§ **What you will do**: Find the lines below holding the word "solid" and copy each of them.

----------

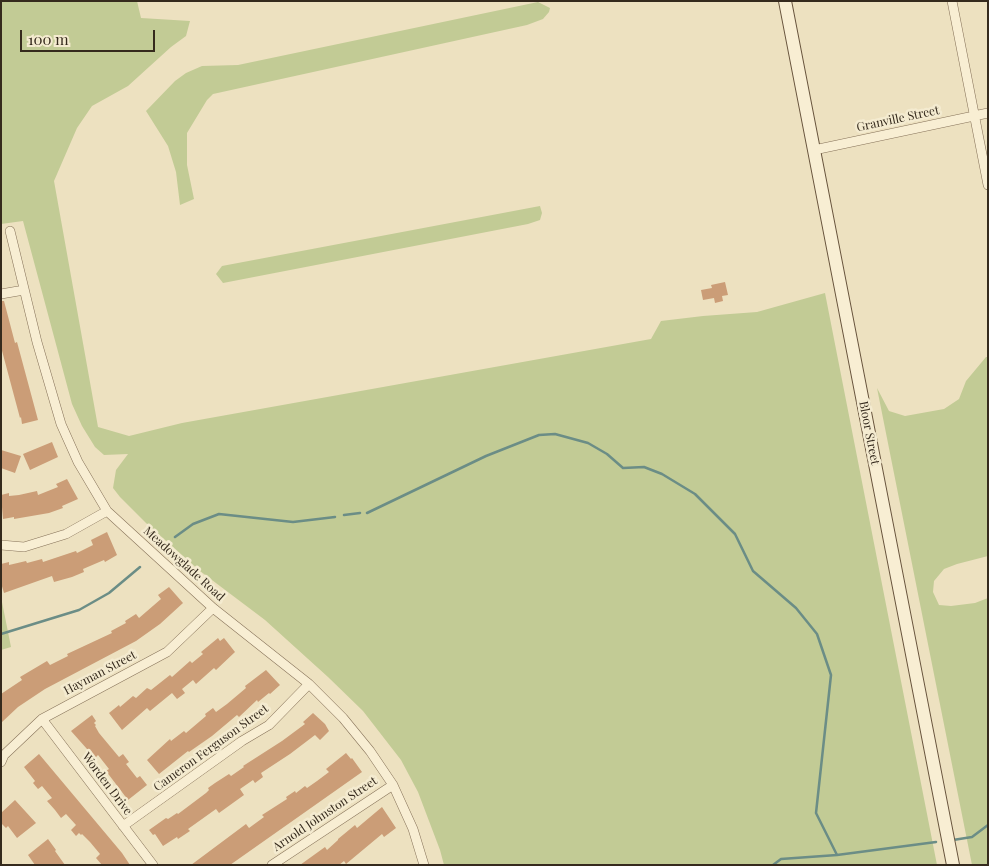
<!DOCTYPE html>
<style>
body{margin:0}
#map{position:relative;width:989px;height:866px;overflow:hidden;background:#ede1c0;font-family:"Playfair Display",serif}
canvas{display:block}
.frame{position:absolute;inset:0;border:2px solid #352a1d;pointer-events:none}
.scale{position:absolute;left:20px;top:30px;width:135px;height:22px;box-sizing:border-box;border:2px solid #352a1d;border-top:0;padding-left:6px;font-size:15px;line-height:18px;white-space:nowrap;color:#352a1d;-webkit-text-stroke:4px #f4ebd0;paint-order:stroke}
</style>
<div id="map">
<canvas width="989" height="866"></canvas>
<div class="frame"></div>
<div class="scale">100 m</div>
</div>
<script>
const c = document.querySelector('canvas').getContext('2d');
c.lineJoin = 'round';
function fill(path, color) {
  c.fillStyle = color;
  c.fill(path, 'evenodd');
}
function poly(rows) {
  const path = new Path2D();
  for (const r of rows) {
    path.moveTo(r[0], r[1]);
    for (let i = 2; i < r.length; i += 2) path.lineTo(r[i], r[i + 1]);
  }
  return path;
}
function trace(path, color, width, dash) {
  c.strokeStyle = color;
  c.lineWidth = width;
  c.lineCap = dash ? 'butt' : 'round';
  c.setLineDash(dash || []);
  c.stroke(path);
}
function write(font, color, halo, rows, align = 'center') {
  c.font = font + ' "Playfair Display",serif';
  c.lineWidth = 5;
  c.setLineDash([]);
  c.textBaseline = 'middle';
  c.strokeStyle = halo;
  c.fillStyle = color;
  for (const [text, x, y, turn = 0] of rows) {
    c.save();
    c.translate(x, y);
    c.rotate((+turn || 0) * Math.PI / 180);
    c.textAlign = isNaN(turn) ? turn : align;
    if (halo) c.strokeText(text, 0, 0);
    c.fillText(text, 0, 0);
    c.restore();
  }
}
fill(poly([
 [1,1,137,1,141,18,190,21,186,36,171,47,128,86,92,106,77,128,54,181,98,427,129,436,182,423,651,339,661,321,703,316,757,312,825,293,937,865,444,865,440,850,418,792,401,760,363,711,328,677,265,620,200,571,146,523,120,497,113,488,116,470,128,454,104,455,95,447,82,426,72,404,23,221,1,224],
 [538,2,550,8,549,12,543,19,527,25,213,94,207,100,187,133,187,165,194,199,180,205,176,172,168,146,146,111,175,81,186,73,202,66,238,65],
 [540,206,542,213,540,220,528,224,223,283,216,274,222,266],
 [986,357,988,357,988,556,957,564,944,569,934,581,933,592,939,605,951,606,975,603,988,598,988,865,972,865,877,388,889,411,905,416,944,409,959,399,966,381],
 [1,597,11,647,1,650]
]), '#c2cb95');
trace(poly([
 [367,513,486,456,539,435,555,434,588,443,607,454,623,468,644,467,662,474,695,494,735,534,753,571,796,608,817,634,831,675,816,813,837,855],
 [344,515,360,513],
 [175,537,193,524,219,514,293,522,335,517],
 [1,634,79,610,109,593,140,567],
 [953,840,972,837,988,825],
 [773,865,781,859,837,855,936,842]
]), '#6b8d86', 2.5);
fill(poly([
 [725,282,728,295,722,296,723,301,715,303,714,298,703,300,701,290,712,288,711,285],
 [1,301,4,301,15,343,17,342,38,420,22,424,21,417,20,418,1,347],
 [52,442,58,457,30,470,23,454],
 [1,450,21,456,15,473,1,468],
 [67,479,78,499,62,506,63,508,49,513,14,519,14,517,3,519,1,495,9,493,9,496,19,495,37,491,38,495,58,487,56,484],
 [107,532,117,555,105,562,104,560,83,569,84,572,72,577,54,582,52,576,4,593,1,583,1,564,9,562,9,565,26,561,27,563,42,559,43,562,76,551,77,553,93,545,91,540],
 [169,587,183,603,160,624,136,641,45,689,18,707,1,723,1,694,22,680,20,677,47,661,50,665,68,656,67,654,112,633,111,631,126,623,125,621,136,614,139,618,161,599,158,595],
 [218,638,220,641,224,638,235,652,216,670,214,668,196,684,193,680,182,689,185,693,177,699,172,693,150,711,147,708,122,730,109,713,119,705,120,707,133,696,136,698,147,688,151,690,170,675,172,677,190,661,192,663,203,654,201,652],
 [266,670,280,685,270,694,269,693,258,702,257,700,239,717,237,715,212,736,189,752,188,751,159,774,147,760,170,739,171,741,184,731,186,733,206,716,205,714,213,708,216,712,227,704,246,688,245,686],
 [313,713,325,724,329,731,320,740,315,735,290,754,261,773,263,777,255,783,253,780,240,789,244,795,219,813,216,809,188,829,190,831,178,839,177,837,163,846,155,834,153,835,149,830,166,818,168,819,177,813,178,814,206,793,209,790,208,788,215,783,229,774,231,776,244,767,243,766,282,741,305,724,303,722],
 [92,715,96,721,94,723,96,725,95,726,99,733,119,757,123,754,129,762,126,764,137,778,140,776,147,785,128,800,106,771,109,769,98,755,95,758,71,731],
 [346,753,351,759,352,758,362,772,230,865,191,865,246,824,249,828,264,817,262,815,287,799,286,797,295,791,296,793,305,786,307,788,317,781,329,772,326,769],
 [39,754,122,853,130,865,102,865,96,858,100,854,90,842,82,834,81,835,79,833,76,836,71,830,76,825,66,814,61,818,55,810,47,801,52,798,42,786,38,789,33,783,35,781,24,767],
 [15,800,36,823,17,838,8,826,6,828,1,823,1,813],
 [382,807,396,828,384,837,382,834,346,864,344,861,339,865,300,865,325,847,327,850,338,840,338,839,355,825,357,828],
 [48,839,56,850,55,851,65,865,35,865,28,855]
]), '#cb9d77');
const street = poly([
 [952,1,988,185],
 [814,150,988,113],
 [10,231,37,342,61,424,78,462,107,511,213,608,309,684,343,718,370,751,393,785,413,829,424,865],
 [1,294,24,290],
 [1,545,24,547,66,534,107,511],
 [42,719,153,865],
 [1,762,4,755,42,719,167,652,213,608],
 [123,826,242,741,269,725,309,684],
 [272,865,393,785]
]);
const secondary = poly([
 [785,1,953,865]
]);
trace(street, '#867259', 10);
trace(secondary, '#67533c', 14);
trace(street, '#f8eed3', 9);
trace(secondary, '#f8eed3', 12);
write('12px', '#352a1d', '#f4ebd0', [
 ["Granville Street",898,119,-12],
 ["Bloor Street",869,433,79],
 ["Meadowglade Road",184,564,42],
 ["Hayman Street",100,673,-28],
 ["Cameron Ferguson Street",211,748,-36],
 ["Worden Drive",107,784,53],
 ["Arnold Johnston Street",325,814,-34]
]);
</script>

----------

§ **Task result**:
.frame{position:absolute;inset:0;border:2px solid #352a1d;pointer-events:none}
.scale{position:absolute;left:20px;top:30px;width:135px;height:22px;box-sizing:border-box;border:2px solid #352a1d;border-top:0;padding-left:6px;font-size:15px;line-height:18px;white-space:nowrap;color:#352a1d;-webkit-text-stroke:4px #f4ebd0;paint-order:stroke}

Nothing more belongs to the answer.